The Japanese had four aircraft carriers available, and the U.S. only had three, but the U.S. carriers had larger air groups.  Meanwhile, the breaking of the Japanese code meant that the U.S. forces knew the size of their opponent's forces, while the Japanese admiral had no idea how many ships he was facing.  

Much of the battle's screen time in this film is devoted to U.S. airplanes locating the various Japanese ships - reconnaissance may be an important part of wartime strategy, but in the film this became too repetitive - it was just the same concept over and over again.  Obviously you need to find a ship before you can send planes to attack it.  But couldn't we just take this as a given and cut right to the action?  

Anyway, the point is that knowledge of one's opponent is key to a battle.  The Japanese planes were equipped with bombs to drop on land-based targets, then when Admiral Nagumo was made aware of the size of the U.S. fleet, he ordered the bombs to be replaced with torpedoes, which I assume would be more effective against ships.  But switching the ordinance took time, and since the aircraft carriers needed to receive returning scout planes, as a result the Japanese planes were not ready to launch in time.  U.S. planes from the Enterprise and the Hornet were already en route to strike the Japanese ships, and a third attack later came from the Yorktown.  

Japanese planes were eventually launched as a counter-attack, taking down the Yorktown, but the damage had already been done.  Plus the majority of the U.S. forces had already withdrawn for refueling.  

One reason this is seen as a turning point battle in the war is that the Japanese military refused to acknowledge this battle as a defeat - wounded soldiers were kept in secret hospitals and those not wounded were transferred to more dangerous duties in the South Pacific, so many did not survive.  The sudden need for replacement pilots meant that training regimens were shortened, which then resulted in a decline in the skills of Japanese pilots going forward, while the American air groups continued to improve.  
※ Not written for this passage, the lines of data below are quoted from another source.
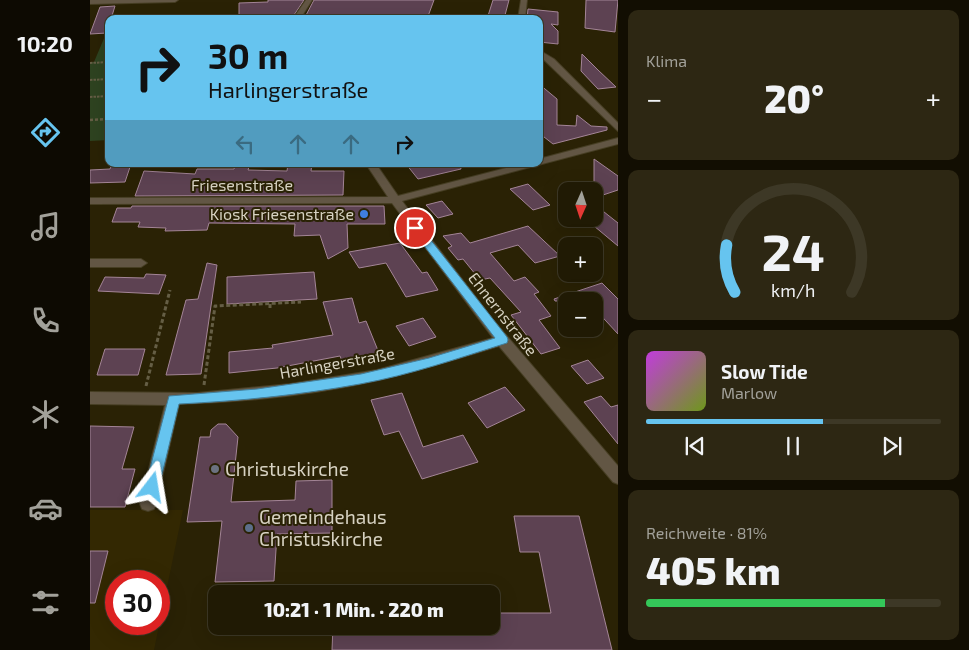 <!DOCTYPE html>
<html lang="de">
<head>
<meta charset="utf-8">
<style>
  :root { --surface:#201a04; --page:#2d2713; --text:#f1f3f6; --muted:#a2a19a; --line:#3d3826; --accent:#66c4ef }
  body { margin:0; font-family:"Exo 2",sans-serif; background:var(--page); color:var(--text); height:100vh; display:flex; flex-direction:column; font-size:19px; white-space:nowrap }
  * { box-sizing:border-box; margin:0 }
  p { font-size:16px; color:var(--muted) }
  .icon { flex:none; width:28px; height:28px; fill:none; stroke:currentColor; stroke-width:2; stroke-linecap:round; stroke-linejoin:round }
  .map { position:relative; flex:1; overflow:hidden }
  .details { display:flex; flex-direction:column; gap:10px; padding:10px; background:#120e02; width:351px }
  .details>* { flex:none }
  .guide { position:absolute; left:15px; top:15px; width:438px; height:152px; border-radius:10px; box-shadow:0 5px 20px #0002,0 0 0 1px var(--line); background:#66c4ef; color:#111; overflow:hidden }
  .needle { width:32px; rotate:183deg }
  .buttons { position:absolute; left:468px; top:182px; display:grid; gap:10px }
  .buttons a { display:grid; place-items:center; width:45px; height:45px; border-radius:10px; background:var(--surface); box-shadow:0 5px 20px #0002,0 0 0 1px var(--line); font-size:25px }
  .speed { position:absolute; left:15px; top:570px; display:flex; gap:10px; font-size:25px; font-weight:700; text-align:center }
  .speed>* { display:grid; place-content:center; width:65px; height:65px; border-radius:50%; background:var(--surface); box-shadow:0 5px 20px #0002,0 0 0 1px var(--line); line-height:1 }
  .speed .limit { border:8px solid #d22; background:#fff; color:#111 }
  .pin { position:absolute; display:grid; place-items:center; width:42px; height:42px; color:#fff; margin:-21px; border:2px solid #fff; border-radius:50%; box-shadow:0 1px 5px #0007 }
  .me { position:absolute; width:55px; margin:-28px; rotate:14deg; stroke-linejoin:round; filter:drop-shadow(0 0 4px #0008) }
  .turn { display:flex; align-items:center; gap:18px; height:105px; padding:0 20px; font-size:22px }
  .turn .icon { width:65px; height:65px; stroke-width:2.5 }
  .turn b { display:block; font-size:35px; line-height:42px }
  .lanes { display:flex; align-items:center; height:48px; padding:0 20px; background:#0003; justify-content:center; gap:25px; direction:ltr }
  .lanes .off { opacity:.35 }
  .big { font-size:38px; font-weight:800; line-height:1.1 }
  .details .widget { flex:1; display:flex; flex-direction:column; justify-content:center; gap:8px; min-width:0; padding:0 18px; border-radius:10px; background:var(--page) }
  .details .dial { align-items:center; gap:0 }
  .dial svg { height:130px; overflow:visible; fill:none; stroke:var(--line); stroke-width:7; stroke-linecap:round; text-anchor:middle }
  .dial text { fill:var(--text); stroke:none }
  .song { display:flex; align-items:center; gap:15px }
  .cover { width:60px; height:60px; border-radius:8px; background:linear-gradient(135deg,hsl(290 70% 55%),hsl(80 70% 35%)) }
  .played { height:5px; border-radius:2px; background:linear-gradient(90deg,var(--accent) 60%,var(--line) 60%) }
  .keys { display:flex; justify-content:space-around; direction:ltr }
  .heat { display:flex; justify-content:space-between; align-items:center; font-size:28px; direction:ltr }
  .charge { height:8px; border-radius:4px; background:linear-gradient(90deg,#34c759 81%,var(--line) 0) }
  .trip { position:absolute; left:118px; top:585px; width:292px; height:50px; border-radius:10px; background:var(--surface); box-shadow:0 5px 20px #0002,0 0 0 1px var(--line); font-weight:800; line-height:50px; text-align:center }
  main { display:flex; flex:1; min-height:0 }
  .dock { display:flex; flex-direction:column; width:90px; justify-content:space-around; align-items:center; background:#0d0a02; color:var(--muted) }
  .dock .icon { width:35px; height:35px }
  .dock .active { color:var(--accent) }
  .dock b { font-size:22px; color:var(--text) }
  .map>svg:first-child { display:block }
  .built { fill:#332802; fill-rule:evenodd }
  .green { fill:#2e4320 }
  .building { fill:#5d4252; stroke:#a48597 }
  .lines { fill:none; stroke-linecap:round; stroke-linejoin:round }
  .minor-casing { stroke:#463e23; stroke-width:2 }
  .path-far2 { stroke:#655e45; stroke-width:2; stroke-dasharray:2.5 1; stroke-linecap:butt }
  .path-far1 { stroke:#655e45; stroke-width:2.5; stroke-dasharray:3 2; stroke-linecap:butt }
  .path { stroke:#655e45; stroke-width:3; stroke-dasharray:4 2.5; stroke-linecap:butt }
  .minor { fill:#625644; fill-rule:evenodd }
  .route { fill:#66c4ef; stroke:#427f9b }
  .shop-dot { fill:#3f7fe0; stroke:#2a2205; stroke-width:2 }
  .worship-dot { fill:#6b7280; stroke:#2a2205; stroke-width:2 }
  .service-dot { fill:#5c6f8a; stroke:#2a2205; stroke-width:2 }
  .labels { text-anchor:middle; stroke-width:4; stroke-linejoin:round; paint-order:stroke }
  .street-label { font-size:16px; fill:#d7d2c2; stroke:#2a2205 }
  .poi-label { font-size:16px; fill:#d7d2c2; stroke:#2a2205; text-anchor:end }
  .near-poi-label { font-size:19px; fill:#d7d2c2; stroke:#2a2205; text-anchor:start }
</style>
</head>
<body>
<main>
<nav class="dock">
<b>10:20</b>
<svg class="icon active" aria-label="directions" viewBox="0 0 24 24"><path d="M12 3l9 9-9 9-9-9zM9 14v-3h6M13 9l2 2-2 2"/></svg>
<svg class="icon" aria-label="music" viewBox="0 0 24 24"><path d="M9 18V5l10-2v13"/><circle cx="6" cy="18" r="3"/><circle cx="16" cy="16" r="3"/></svg>
<svg class="icon" aria-label="phone" viewBox="0 0 24 24"><path d="M5 4h4l2 5-3 2q2 4 5 5l2-3 5 2v4C11 20 4 13 5 4z"/></svg>
<svg class="icon" aria-label="climate" viewBox="0 0 24 24"><path d="M12 3v18M4 7l16 10M4 17L20 7"/></svg>
<svg class="icon" aria-label="car" viewBox="0 0 24 24"><path d="M5 17H2v-5l4-1 3-4h7l3 4 3 1v5h-3M9 17h6M6 11h13"/><circle cx="7" cy="17" r="2"/><circle cx="17" cy="17" r="2"/></svg>
<svg class="icon" aria-label="filters" viewBox="0 0 24 24"><path d="M4 7h16M4 17h16"/><circle cx="9" cy="7" r="2"/><circle cx="15" cy="17" r="2"/></svg>
</nav>
<div class="map">
<svg width="528" height="650" viewBox="0 0 528 650">
  <rect width="100%" height="100%" fill="#2a2205"/>
  <path class="built" d="M0,510H93L64,650H0ZM26,581H69V624H26Z"/>
  <polygon class="green" points="15,36 19,36 19,140 0,141 0,62 4,62"/>
  <g class="building">
    <polygon points="178,0 214,0 204,15 175,15 174,19 157,19 158,15 149,16 149,3 178,2"/>
    <polygon points="224,0 344,0 337,19 214,19"/>
    <polygon points="403,0 419,0 414,19 397,19"/>
    <polygon points="496,0 528,0 525,32 495,28"/>
    <polygon points="25,6 21,19 19,19 17,33 0,34 10,7"/>
    <polygon points="438,9 468,12 468,25 461,24 468,31 468,44 449,42 449,19 437,19"/>
    <polygon points="492,54 508,70 526,87 508,89 491,71"/>
    <polygon points="449,84 467,99 467,125 486,126 487,115 501,126 517,127 517,130 463,144 449,133"/>
    <polygon points="504,159 528,176 528,190 504,198"/>
    <polygon points="22,164 41,164 35,182 0,183 0,170 20,169"/>
    <polygon points="198,164 222,164 221,171 254,171 253,195 45,196 54,171 105,174 107,169 144,169 145,166 159,167 158,170 197,171"/>
    <polygon points="316,164 370,164 371,169 328,179"/>
    <polygon points="438,184 460,205 443,210 420,189"/>
    <polygon points="352,201 363,214 348,218 336,205"/>
    <polygon points="504,204 528,223 528,246 504,226"/>
    <polygon points="42,206 294,206 295,224 257,224 258,248 238,259 230,235 204,236 205,224 119,223 117,230 75,231 76,228 48,227 50,222 22,222 27,208 41,208"/>
    <polygon points="438,226 470,256 445,263 428,245 400,253 424,281 435,277 449,292 444,294 461,316 449,320 470,348 451,354 421,315 431,312 400,278 390,280 373,259 368,260 358,248 362,246 353,236 371,233 380,243"/>
    <polygon points="310,243 332,273 337,272 348,290 316,297 296,263 269,268 259,252"/>
    <polygon points="117,263 127,265 111,374 76,375 96,300 108,299"/>
    <polygon points="224,272 227,299 137,304 137,277"/>
    <polygon points="56,274 76,275 69,294 8,291 15,277 54,278"/>
    <polygon points="512,283 528,299 528,334 504,308 504,301 465,301 464,299"/>
    <polygon points="262,298 269,323 276,321 289,353 252,361 250,356 187,368 139,373 139,352 183,348 182,345 243,335 233,302"/>
    <polygon points="333,318 346,337 319,346 306,326"/>
    <polygon points="15,349 55,349 48,375 7,375"/>
    <polygon points="498,360 514,378 497,384 481,366"/>
    <polygon points="415,387 435,410 397,428 378,403"/>
    <polygon points="312,393 333,447 373,435 388,462 332,479 309,431 294,435 281,400"/>
    <polygon points="511,396 521,407 528,405 528,444 494,402"/>
    <polygon points="128,424 136,424 148,437 141,502 205,500 206,481 242,480 242,533 187,534 184,581 125,582 132,521 97,522 110,437 120,437 121,430"/>
    <polygon points="0,426 44,427 32,469 45,469 35,507 0,507"/>
    <polygon points="424,516 489,516 522,650 242,650 243,626 401,626 401,613 461,613 449,552 430,552"/>
    <polygon points="0,551 18,551 5,603 0,603"/>
  </g>
  <g class="lines">
    <g class="minor-casing">
      <g id="minor">
        <polygon points="0,0 88,0 85,2 0,4"/>
        <polygon points="216,0 222,0 210,19 203,19"/>
        <polygon points="431,0 437,0 435,19 428,19"/>
        <polygon points="449,50 464,59 528,123 528,131 449,55"/>
        <path d="M528,138V144L312,201L404,321L528,466V484L523,482L409,346C369,358 329,371 289,380C223,395 156,402 89,404L66,504L64,509L58,511L52,509L50,504L75,405L0,404V392L107,393L200,384L287,370L403,338L302,203L0,204V198L298,197L276,164H286L308,196L432,164H449V159Z"/>
        <polygon points="0,259 51,259 57,263 51,267 0,267"/>
      </g>
    </g>
    <g class="path-far2">
      <polyline points="0,63 19,62"/>
      <polyline points="0,80 19,79"/>
      <polyline points="0,97 19,96"/>
    </g>
    <polyline class="path-far1" points="0,120 19,119"/>
    <g class="path">
      <polyline points="180,304 180,310"/>
      <polyline points="114,385 125,306 211,302"/>
      <polyline points="56,386 80,290"/>
    </g>
    <use href="#minor" class="minor"/>
  </g>
  <path class="route" d="M325,224L329,225L417,337L418,340L417,343C369,358 320,375 270,384C210,395 150,401 89,404L69,487L67,491L62,493L57,491L55,487L79,396L167,389L271,374L339,358L405,338L322,230V225Z"/>
  <circle class="shop-dot" cx="274" cy="214" r="5"/>
  <circle class="worship-dot" cx="125" cy="469" r="5"/>
  <circle class="service-dot" cx="159" cy="528" r="5"/>
  <g class="labels">
    <g class="street-label">
      <text x="152" y="191">Friesenstraße</text>
      <text transform="translate(413 314) rotate(52)" y="6">Ehnernstraße</text>
      <text transform="translate(247 363) rotate(-10)" y="6">Harlingerstraße</text>
    </g>
    <g class="poi-label">
      <text x="264" y="220">Kiosk Friesenstraße</text>
    </g>
    <g class="near-poi-label">
      <text x="135" y="476">Christuskirche</text>
      <text x="169" y="524">Gemeindehaus<tspan x="169" dy="22">Christuskirche</tspan></text>
    </g>
  </g>
</svg>
<div class="buttons">
<a><svg class="needle" viewBox="-14 -14 28 28"><path d="M0-13l5 13h-10z" fill="#e53935"/><path d="M0 13l5-13h-10z" fill="#a2a19a"/></svg></a>
<a>+</a>
<a>−</a>
</div>
<div class="speed"><div class="limit">30</div></div>
<div class="pin" style="left:325px;top:228px;background:#d93025"><svg class="icon" aria-label="arrive" viewBox="0 0 24 24"><path d="M6 21V4h12l-3 4 3 4H6"/></svg></div>
<svg class="me" style="left:62px;top:487px" viewBox="-20 -20 40 40"><path d="M0-17L14 15 0 8-14 15z" fill="#66c4ef" stroke="#fff" stroke-width="4"/></svg>
<div class="trip">10:21 · 1 Min. · 220 m</div>
<div class="guide">
<div class="turn"><svg class="icon" aria-label="right" viewBox="0 0 24 24"><path d="M7 20v-9h11M14 6l5 5-5 5"/></svg><div><b>30 m</b>Harlingerstraße</div></div>
<div class="lanes"><svg class="icon off" aria-label="left" viewBox="0 0 24 24"><path d="M17 20v-9H6M10 6l-5 5 5 5"/></svg><svg class="icon off" aria-label="ahead" viewBox="0 0 24 24"><path d="M12 20V5M6 11l6-6 6 6"/></svg><svg class="icon off" aria-label="ahead" viewBox="0 0 24 24"><path d="M12 20V5M6 11l6-6 6 6"/></svg><svg class="icon" aria-label="right" viewBox="0 0 24 24"><path d="M7 20v-9h11M14 6l5 5-5 5"/></svg></div>
</div>
</div>
<section class="details">
<div class="widget"><p>Klima</p>
<div class="heat"><a>−</a><b class="big">20°</b><a>+</a></div>
</div>
<div class="widget dial"><svg viewBox="0 0 100 80">
<path d="M14 69A42 42 0 1 1 86 69"/>
<path d="M14 69A42 42 0 0 1 9 40" stroke="#66c4ef"/>
<text x="50" y="56" font-size="32" font-weight="700">24</text>
<text x="50" y="72" font-size="11">km/h</text>
</svg></div>
<div class="widget">
<div class="song"><i class="cover"></i><div><b>Slow Tide</b><p>Marlow</p></div></div>
<div class="played"></div>
<div class="keys"><svg class="icon" aria-label="previous" viewBox="0 0 24 24"><path d="M18 5L8 12l10 7zM5 5v14"/></svg><svg class="icon" aria-label="pause" viewBox="0 0 24 24"><path d="M8 5v14M16 5v14"/></svg><svg class="icon" aria-label="next" viewBox="0 0 24 24"><path d="M6 5l10 7-10 7zM19 5v14"/></svg></div>
</div>
<div class="widget"><p>Reichweite · 81%</p><b class="big">405 km</b><div class="charge"></div></div>
</section>
</main>
</body>
</html>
Wow, who says films can't be educational?  I learned a lot about battle tactics in the Pacific today.  Unfortunately, along with the real historical figures like Admirals Nimitz and Fletcher and Spruance, the film adds a fictional (I think...) Capt. Garth as the central character, and the storyline with his son as a Navy pilot in love with a Japanese girl seems very tacked-on, as an attempt to add some human drama to the whole thing, to keep it all from being too technical.  My feeling is that screenwriters are sometimes good at writing battle scenes or love scenes, but rarely both.

A disclaimer at the start of the film claimed that actual battle footage was used "whenever possible", but it also failed to mention that footage was also recycled from such films as "Thirty Seconds Over Tokyo" and "Tora! Tora! Tora!".  The goofs section on IMDB is therefore filled with instances of planes looking different from shot to shot, but I admit I don't really have an eye for military aircraft.  I just wondered why so many planes were shown with open cockpits.  Didn't the pilots have trouble breathing at high altitudes?

Also starring Charlton Heston (last seen in "Tombstone"), Glenn Ford (last seen in "Gilda"), Hal Holbrook (last seen in "Julia"), Edward Albert (last seen in "Butterflies Are Free"), James Coburn (last seen in "California Suite"), Robert Mitchum (last heard in "Tombstone"), Robert Webber, Robert Wagner (last seen in "The Towering Inferno"), Cliff Robertson (last seen in "Three Days of the Condor"), Toshiro Mifune, James Shigeta, Pat Morita (last heard in "Mulan"), Clyde Kusatsu (last seen in "Volunteers"), Robert Ito, with cameos from Dabney Coleman, Erik Estrada, Tom Selleck, Steve Kanaly.